Required work:
Go through the data below and count every line that has the word "bottom". Return only the count.
====== Material provided
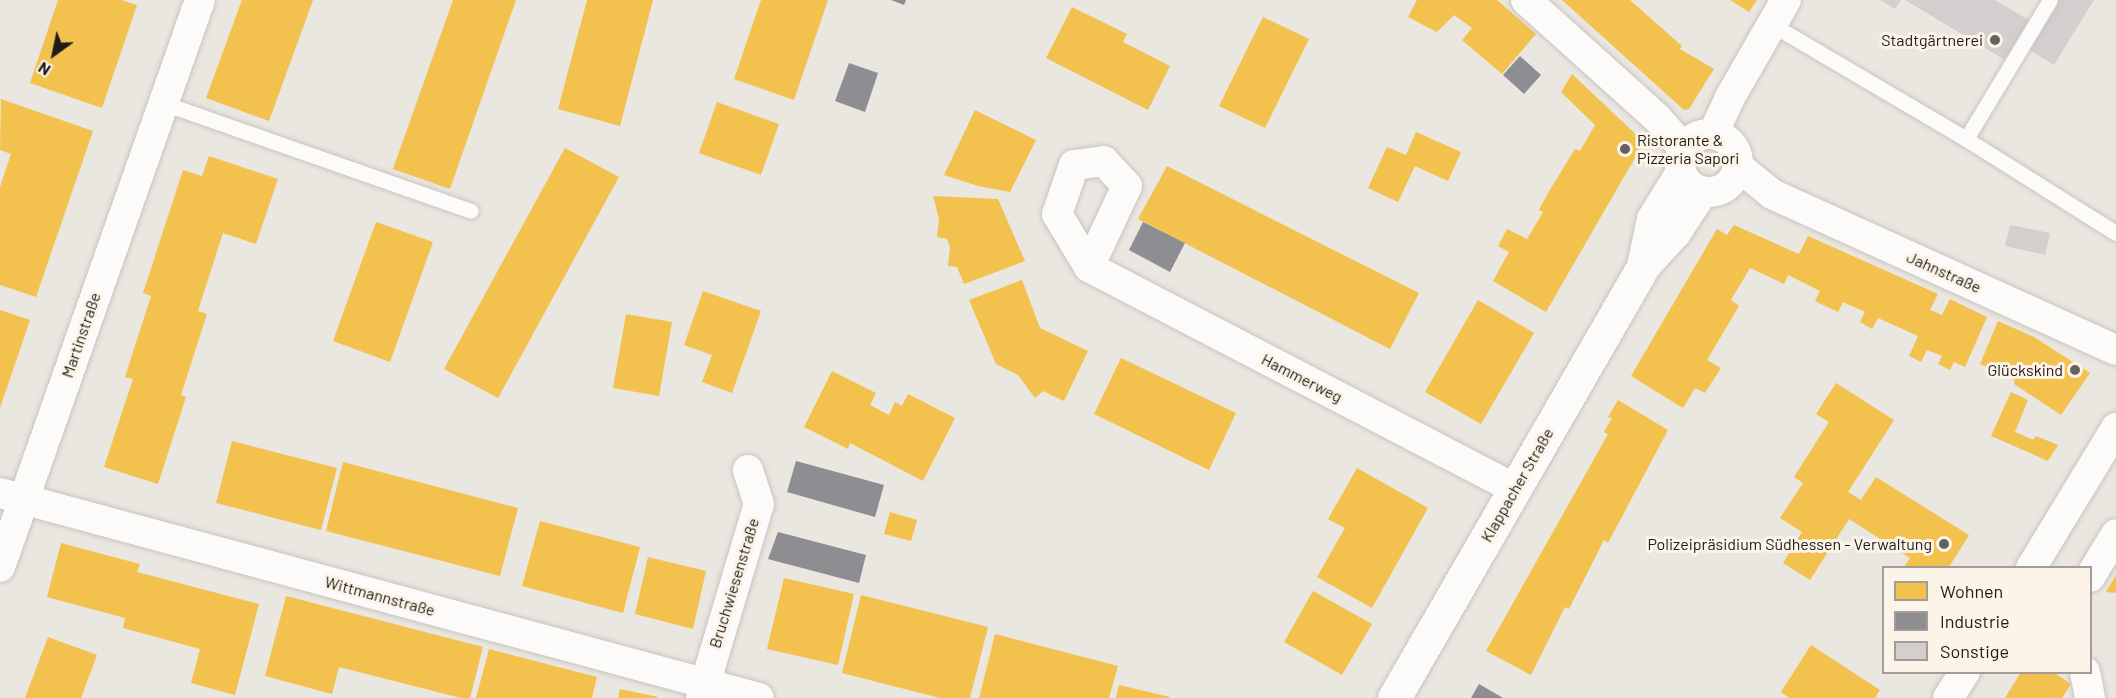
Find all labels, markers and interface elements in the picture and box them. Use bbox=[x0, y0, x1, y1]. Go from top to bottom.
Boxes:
north arrow bbox=[24, 24, 84, 84]
place label: Stadtgärtnerei bbox=[1881, 30, 1983, 50]
marker: Stadtgärtnerei bbox=[1988, 33, 2002, 47]
text: N bbox=[34, 59, 54, 80]
place label: Ristorante & Pizzeria Sapori bbox=[1637, 130, 1739, 168]
marker: Ristorante & Pizzeria Sapori bbox=[1618, 142, 1632, 156]
street label: Jahnstraße bbox=[1904, 247, 1984, 297]
street label: Martinstraße bbox=[57, 290, 105, 380]
street label: Hammerweg bbox=[1258, 349, 1346, 407]
place label: Glückskind bbox=[1988, 360, 2063, 380]
marker: Glückskind bbox=[2068, 363, 2082, 377]
street label: Klappacher Straße bbox=[1477, 425, 1557, 545]
street label: Bruchwiesenstraße bbox=[705, 516, 763, 650]
place label: Polizeipräsidium Südhessen - Verwaltung bbox=[1647, 534, 1932, 554]
marker: Polizeipräsidium Südhessen - Verwaltung bbox=[1937, 537, 1951, 551]
legend bbox=[1882, 566, 2092, 674]
street label: Wittmannstraße bbox=[323, 572, 437, 620]
text: Wohnen bbox=[1940, 580, 2003, 602]
text: Industrie bbox=[1940, 610, 2010, 632]
text: Sonstige bbox=[1940, 640, 2009, 662]

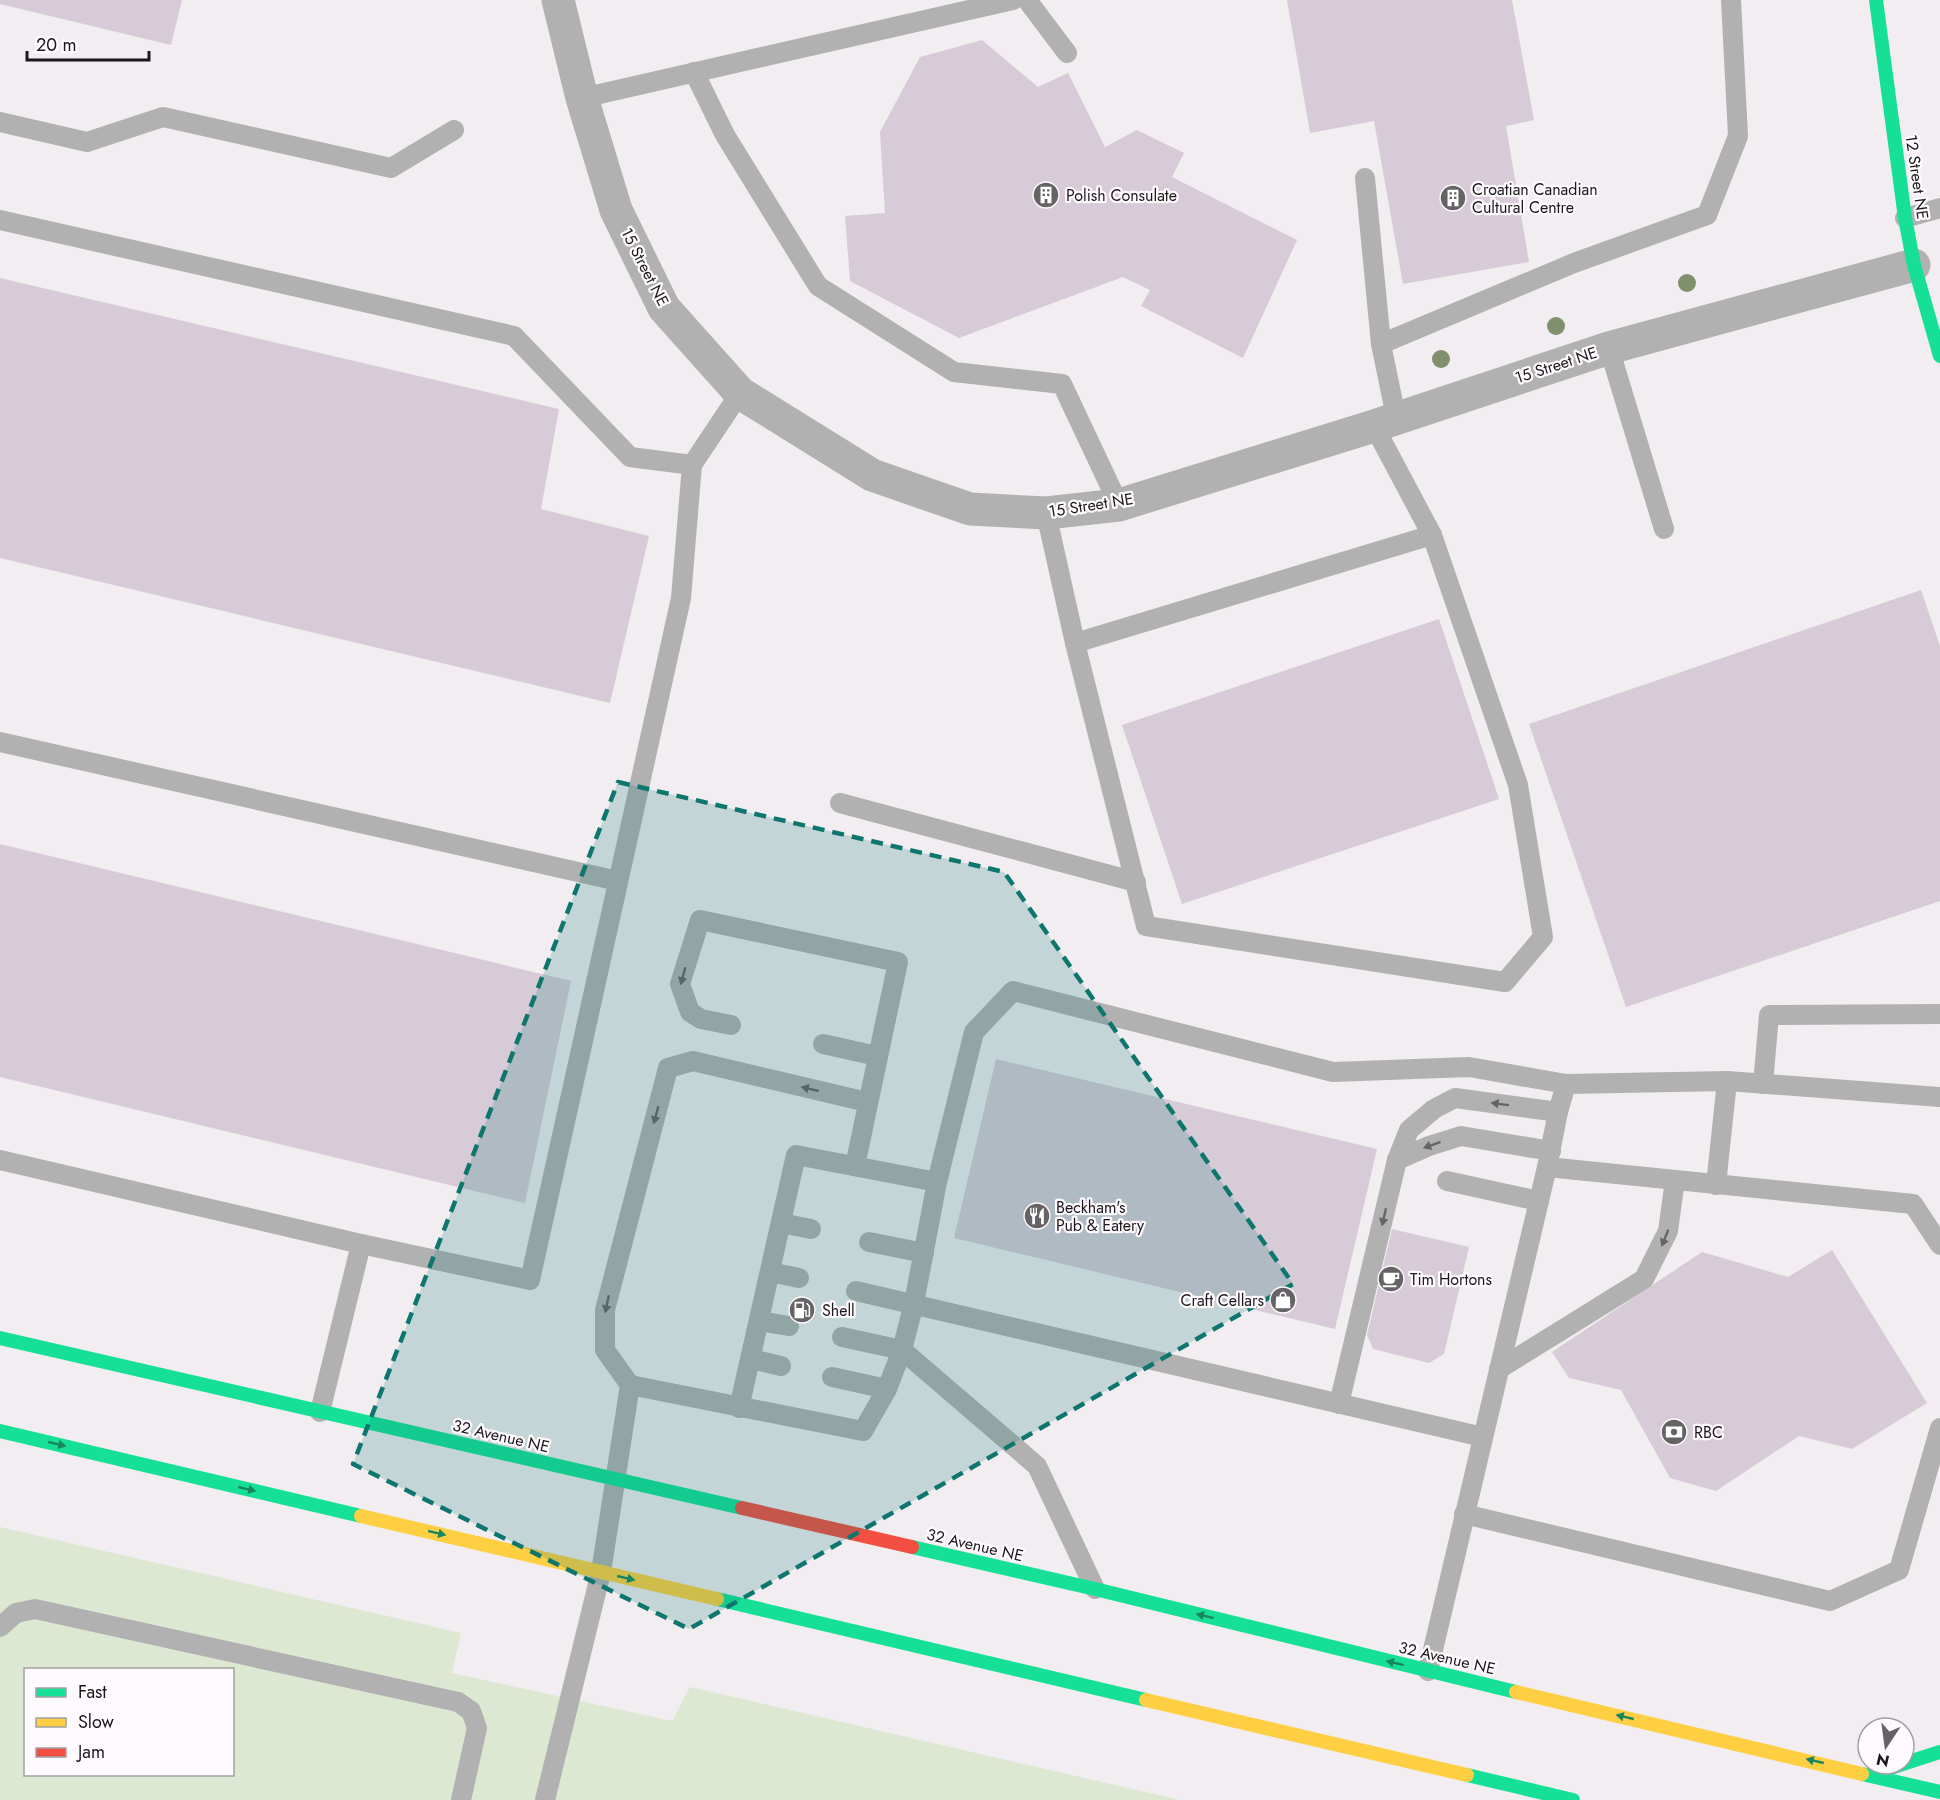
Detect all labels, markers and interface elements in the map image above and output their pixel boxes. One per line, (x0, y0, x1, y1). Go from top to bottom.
scale bar (27, 24, 148, 62)
text: 20 m (36, 32, 76, 58)
street label: 12 Street NE (1900, 133, 1934, 221)
place label: Croatian Canadian Cultural Centre (1472, 178, 1598, 219)
building icon: Polish Consulate (1031, 180, 1061, 210)
building icon: Croatian Canadian Cultural Centre (1438, 183, 1468, 213)
place label: Polish Consulate (1066, 184, 1177, 207)
street label: 15 Street NE (615, 224, 675, 310)
street label: 15 Street NE (1512, 341, 1600, 389)
street label: 15 Street NE (1047, 487, 1135, 523)
one-way arrow (678, 967, 688, 985)
one-way arrow (801, 1083, 819, 1093)
one-way arrow (1490, 1099, 1509, 1109)
one-way arrow (650, 1106, 660, 1125)
one-way arrow (1423, 1141, 1441, 1151)
place label: Beckham's Pub & Eatery (1056, 1196, 1145, 1237)
restaurant icon: Beckham's Pub & Eatery (1022, 1201, 1052, 1231)
one-way arrow (1378, 1208, 1388, 1226)
one-way arrow (1660, 1229, 1670, 1247)
cafe icon: Tim Hortons (1376, 1264, 1406, 1294)
place label: Tim Hortons (1410, 1268, 1492, 1291)
shop icon: Craft Cellars (1268, 1285, 1298, 1315)
place label: Craft Cellars (1180, 1289, 1264, 1312)
one-way arrow (602, 1295, 611, 1314)
fuel station icon: Shell (787, 1295, 817, 1325)
place label: Shell (822, 1299, 855, 1322)
street label: 32 Avenue NE (450, 1414, 552, 1458)
bank icon: RBC (1659, 1417, 1689, 1447)
place label: RBC (1694, 1421, 1723, 1444)
one-way arrow (48, 1440, 67, 1449)
one-way arrow (238, 1484, 256, 1494)
street label: 32 Avenue NE (924, 1523, 1026, 1567)
one-way arrow (427, 1529, 446, 1539)
one-way arrow (617, 1574, 636, 1583)
one-way arrow (1196, 1611, 1214, 1621)
street label: 32 Avenue NE (1396, 1636, 1498, 1680)
one-way arrow (1385, 1657, 1404, 1667)
legend (24, 1668, 234, 1776)
text: Fast (78, 1679, 107, 1705)
text: Slow (78, 1709, 115, 1735)
one-way arrow (1616, 1712, 1635, 1721)
north arrow (1856, 1716, 1916, 1776)
text: Jam (76, 1739, 105, 1765)
text: N (1874, 1747, 1892, 1773)
one-way arrow (1806, 1756, 1825, 1765)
============
Task response:
2